Meta on April 10 revealed the latest outcome of its chip development endeavors a day after Intel introduced its AI accelerator hardware.
Dubbed the “next-gen” Meta Training and Inference Accelerator (MTIA), this chip serves as the successor to last year’s MTIA v1. Its capabilities include running models for tasks such as ranking and recommending display advertisements across Meta-owned platforms like Facebook.
The next-generation MTIA, a follow-up to MTIA v1, represents a significant leap forward in chip technology for Meta. Unlike its predecessor, which utilized a 7nm manufacturing process, the new MTIA is built on a more advanced 5nm process.
This essentially means that the components on the chip are smaller and more densely packed, allowing for improved performance.
Physically, the next-gen MTIA is larger than its predecessor and boasts more processing cores. Despite consuming more power at 90W compared to MTIA v1’s 25W, it offers enhancements such as increased internal memory (128MB versus 64MB) and operates at a higher average clock speed (1.35GHz up from 800MHz).
According to Meta, the next-gen MTIA is currently operational in 16 of its data center regions and demonstrates up to three times better overall performance compared to MTIA v1.
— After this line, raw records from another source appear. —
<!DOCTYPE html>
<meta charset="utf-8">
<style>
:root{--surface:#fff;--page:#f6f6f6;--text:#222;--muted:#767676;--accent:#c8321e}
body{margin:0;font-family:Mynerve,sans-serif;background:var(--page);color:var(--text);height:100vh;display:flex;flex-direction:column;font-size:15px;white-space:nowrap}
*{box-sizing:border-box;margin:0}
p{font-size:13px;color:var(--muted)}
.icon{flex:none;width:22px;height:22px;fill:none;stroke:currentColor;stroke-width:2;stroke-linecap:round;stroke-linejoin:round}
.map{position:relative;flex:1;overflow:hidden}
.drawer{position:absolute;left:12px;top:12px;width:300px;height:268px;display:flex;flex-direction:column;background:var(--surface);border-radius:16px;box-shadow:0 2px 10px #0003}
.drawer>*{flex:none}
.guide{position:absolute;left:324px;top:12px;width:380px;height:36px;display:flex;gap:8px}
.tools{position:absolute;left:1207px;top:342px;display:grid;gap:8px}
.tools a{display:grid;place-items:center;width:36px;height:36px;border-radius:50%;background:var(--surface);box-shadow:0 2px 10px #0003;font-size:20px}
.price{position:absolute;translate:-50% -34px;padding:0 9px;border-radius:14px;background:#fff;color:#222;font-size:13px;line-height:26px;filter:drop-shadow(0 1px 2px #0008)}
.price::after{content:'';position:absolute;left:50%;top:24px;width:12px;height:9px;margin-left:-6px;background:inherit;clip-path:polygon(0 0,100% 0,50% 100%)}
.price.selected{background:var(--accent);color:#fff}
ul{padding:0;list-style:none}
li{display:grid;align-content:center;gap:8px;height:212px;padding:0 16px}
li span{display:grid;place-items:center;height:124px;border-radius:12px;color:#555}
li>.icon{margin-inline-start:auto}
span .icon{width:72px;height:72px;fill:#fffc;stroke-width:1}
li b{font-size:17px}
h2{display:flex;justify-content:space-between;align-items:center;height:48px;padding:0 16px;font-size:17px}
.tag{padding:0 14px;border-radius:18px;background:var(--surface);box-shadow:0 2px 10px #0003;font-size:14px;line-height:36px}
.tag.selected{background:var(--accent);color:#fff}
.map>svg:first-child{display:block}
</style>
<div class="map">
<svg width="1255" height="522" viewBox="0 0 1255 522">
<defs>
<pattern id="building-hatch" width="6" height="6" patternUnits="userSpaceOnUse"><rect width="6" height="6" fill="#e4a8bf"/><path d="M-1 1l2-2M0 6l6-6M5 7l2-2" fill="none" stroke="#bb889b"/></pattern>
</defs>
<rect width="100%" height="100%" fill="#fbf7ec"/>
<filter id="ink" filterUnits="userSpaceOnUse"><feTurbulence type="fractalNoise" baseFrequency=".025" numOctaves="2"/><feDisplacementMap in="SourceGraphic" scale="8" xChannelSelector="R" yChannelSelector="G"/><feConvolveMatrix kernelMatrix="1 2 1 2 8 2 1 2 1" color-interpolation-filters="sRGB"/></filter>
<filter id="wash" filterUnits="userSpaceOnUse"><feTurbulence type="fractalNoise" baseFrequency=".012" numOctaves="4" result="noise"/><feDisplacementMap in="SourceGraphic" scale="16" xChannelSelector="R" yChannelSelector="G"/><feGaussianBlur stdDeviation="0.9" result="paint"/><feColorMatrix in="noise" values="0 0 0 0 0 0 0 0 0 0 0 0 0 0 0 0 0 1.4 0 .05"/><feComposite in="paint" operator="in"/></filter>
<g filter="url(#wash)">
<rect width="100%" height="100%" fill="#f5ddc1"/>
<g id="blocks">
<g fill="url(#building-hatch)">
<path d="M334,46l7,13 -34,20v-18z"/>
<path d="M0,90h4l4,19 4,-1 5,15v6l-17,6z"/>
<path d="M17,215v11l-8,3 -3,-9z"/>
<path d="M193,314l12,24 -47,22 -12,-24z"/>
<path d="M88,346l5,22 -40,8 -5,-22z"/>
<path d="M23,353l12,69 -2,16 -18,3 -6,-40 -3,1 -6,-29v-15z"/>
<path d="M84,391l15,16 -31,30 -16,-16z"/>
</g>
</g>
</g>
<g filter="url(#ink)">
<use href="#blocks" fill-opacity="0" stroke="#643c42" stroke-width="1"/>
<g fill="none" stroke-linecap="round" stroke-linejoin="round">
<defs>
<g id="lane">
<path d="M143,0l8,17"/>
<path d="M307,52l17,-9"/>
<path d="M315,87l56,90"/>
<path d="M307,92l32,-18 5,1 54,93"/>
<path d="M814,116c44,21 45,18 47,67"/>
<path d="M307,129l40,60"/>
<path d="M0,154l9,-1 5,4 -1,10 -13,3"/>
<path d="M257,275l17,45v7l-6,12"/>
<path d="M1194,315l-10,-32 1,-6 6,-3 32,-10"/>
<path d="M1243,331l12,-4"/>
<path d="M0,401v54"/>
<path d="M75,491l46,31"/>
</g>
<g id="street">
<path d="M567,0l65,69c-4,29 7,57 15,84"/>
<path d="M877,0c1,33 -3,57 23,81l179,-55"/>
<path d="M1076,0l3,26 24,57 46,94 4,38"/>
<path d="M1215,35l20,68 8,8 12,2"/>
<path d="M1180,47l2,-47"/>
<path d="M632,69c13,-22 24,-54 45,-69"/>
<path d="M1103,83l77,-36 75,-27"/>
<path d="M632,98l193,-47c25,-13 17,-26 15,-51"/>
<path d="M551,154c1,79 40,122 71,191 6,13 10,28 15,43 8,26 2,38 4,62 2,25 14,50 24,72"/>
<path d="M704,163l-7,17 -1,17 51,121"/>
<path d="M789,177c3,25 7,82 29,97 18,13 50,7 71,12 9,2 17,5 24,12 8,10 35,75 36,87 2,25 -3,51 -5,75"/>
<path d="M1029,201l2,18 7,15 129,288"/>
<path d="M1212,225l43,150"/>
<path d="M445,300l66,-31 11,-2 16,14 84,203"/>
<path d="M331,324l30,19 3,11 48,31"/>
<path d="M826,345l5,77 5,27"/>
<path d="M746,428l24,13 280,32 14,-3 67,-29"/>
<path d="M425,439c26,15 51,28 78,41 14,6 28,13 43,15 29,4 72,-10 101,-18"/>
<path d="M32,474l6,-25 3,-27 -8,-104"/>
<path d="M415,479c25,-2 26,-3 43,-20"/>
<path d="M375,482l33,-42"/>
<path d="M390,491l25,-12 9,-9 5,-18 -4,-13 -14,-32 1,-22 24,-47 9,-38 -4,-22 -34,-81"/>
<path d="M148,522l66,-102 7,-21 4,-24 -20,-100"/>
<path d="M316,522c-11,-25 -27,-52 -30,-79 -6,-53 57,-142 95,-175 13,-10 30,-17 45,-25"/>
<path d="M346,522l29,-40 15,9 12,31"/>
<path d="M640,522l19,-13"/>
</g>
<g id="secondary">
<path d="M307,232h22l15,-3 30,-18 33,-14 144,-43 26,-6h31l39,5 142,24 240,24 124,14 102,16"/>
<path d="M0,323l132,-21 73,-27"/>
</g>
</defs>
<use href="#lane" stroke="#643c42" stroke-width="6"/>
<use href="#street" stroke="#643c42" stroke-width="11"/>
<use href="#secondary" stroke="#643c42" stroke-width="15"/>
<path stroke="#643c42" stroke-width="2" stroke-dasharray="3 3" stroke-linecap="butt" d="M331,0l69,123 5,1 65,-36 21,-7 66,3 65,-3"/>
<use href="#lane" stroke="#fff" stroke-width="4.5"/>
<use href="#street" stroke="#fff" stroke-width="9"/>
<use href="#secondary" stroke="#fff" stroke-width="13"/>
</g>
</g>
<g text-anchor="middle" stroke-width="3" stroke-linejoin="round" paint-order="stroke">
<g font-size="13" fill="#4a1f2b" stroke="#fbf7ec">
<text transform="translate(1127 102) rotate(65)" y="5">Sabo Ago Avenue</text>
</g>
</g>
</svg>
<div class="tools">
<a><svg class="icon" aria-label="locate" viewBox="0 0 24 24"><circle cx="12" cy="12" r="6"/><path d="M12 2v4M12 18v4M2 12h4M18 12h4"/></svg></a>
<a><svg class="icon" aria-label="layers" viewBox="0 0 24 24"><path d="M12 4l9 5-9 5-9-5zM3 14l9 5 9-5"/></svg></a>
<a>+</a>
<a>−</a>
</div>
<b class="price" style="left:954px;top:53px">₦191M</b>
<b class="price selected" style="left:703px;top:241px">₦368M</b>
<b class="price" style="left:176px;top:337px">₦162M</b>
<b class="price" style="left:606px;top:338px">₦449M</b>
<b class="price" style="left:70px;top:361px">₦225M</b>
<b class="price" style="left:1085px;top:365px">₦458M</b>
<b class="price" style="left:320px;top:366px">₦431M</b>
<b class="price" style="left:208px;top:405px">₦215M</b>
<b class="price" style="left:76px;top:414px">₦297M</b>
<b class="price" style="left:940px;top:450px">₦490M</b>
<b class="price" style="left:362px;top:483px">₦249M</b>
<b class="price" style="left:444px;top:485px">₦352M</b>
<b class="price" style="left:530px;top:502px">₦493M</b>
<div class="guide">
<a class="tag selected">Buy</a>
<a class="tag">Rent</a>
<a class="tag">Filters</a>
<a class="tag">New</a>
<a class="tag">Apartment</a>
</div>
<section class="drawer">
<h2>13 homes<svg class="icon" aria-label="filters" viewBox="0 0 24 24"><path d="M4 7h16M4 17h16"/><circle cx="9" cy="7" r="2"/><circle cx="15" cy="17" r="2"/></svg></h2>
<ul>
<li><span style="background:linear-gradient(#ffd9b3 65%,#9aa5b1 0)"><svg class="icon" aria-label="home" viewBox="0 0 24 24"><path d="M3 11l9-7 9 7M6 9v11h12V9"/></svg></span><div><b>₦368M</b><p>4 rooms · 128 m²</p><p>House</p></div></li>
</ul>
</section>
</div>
“Because we control the whole stack, we can achieve greater efficiency compared to commercially available GPUs,” Meta wrote in a blog post.
In a bid to keep pace with its competitors in the field of generative AI, Meta is pouring billions of dollars into its own AI initiatives.
A significant portion of this investment is directed towards recruiting top AI researchers. However, the lion’s share of these funds is allocated to the development of hardware, particularly chips designed to power and train Meta’s AI models.
Unexpected Timing and Challenges
Meta’s recent unveiling of its hardware comes as a surprise, especially given its timing just 24 hours after a press briefing highlighting the company’s ongoing generative AI endeavors. This move by Meta is notable for several reasons.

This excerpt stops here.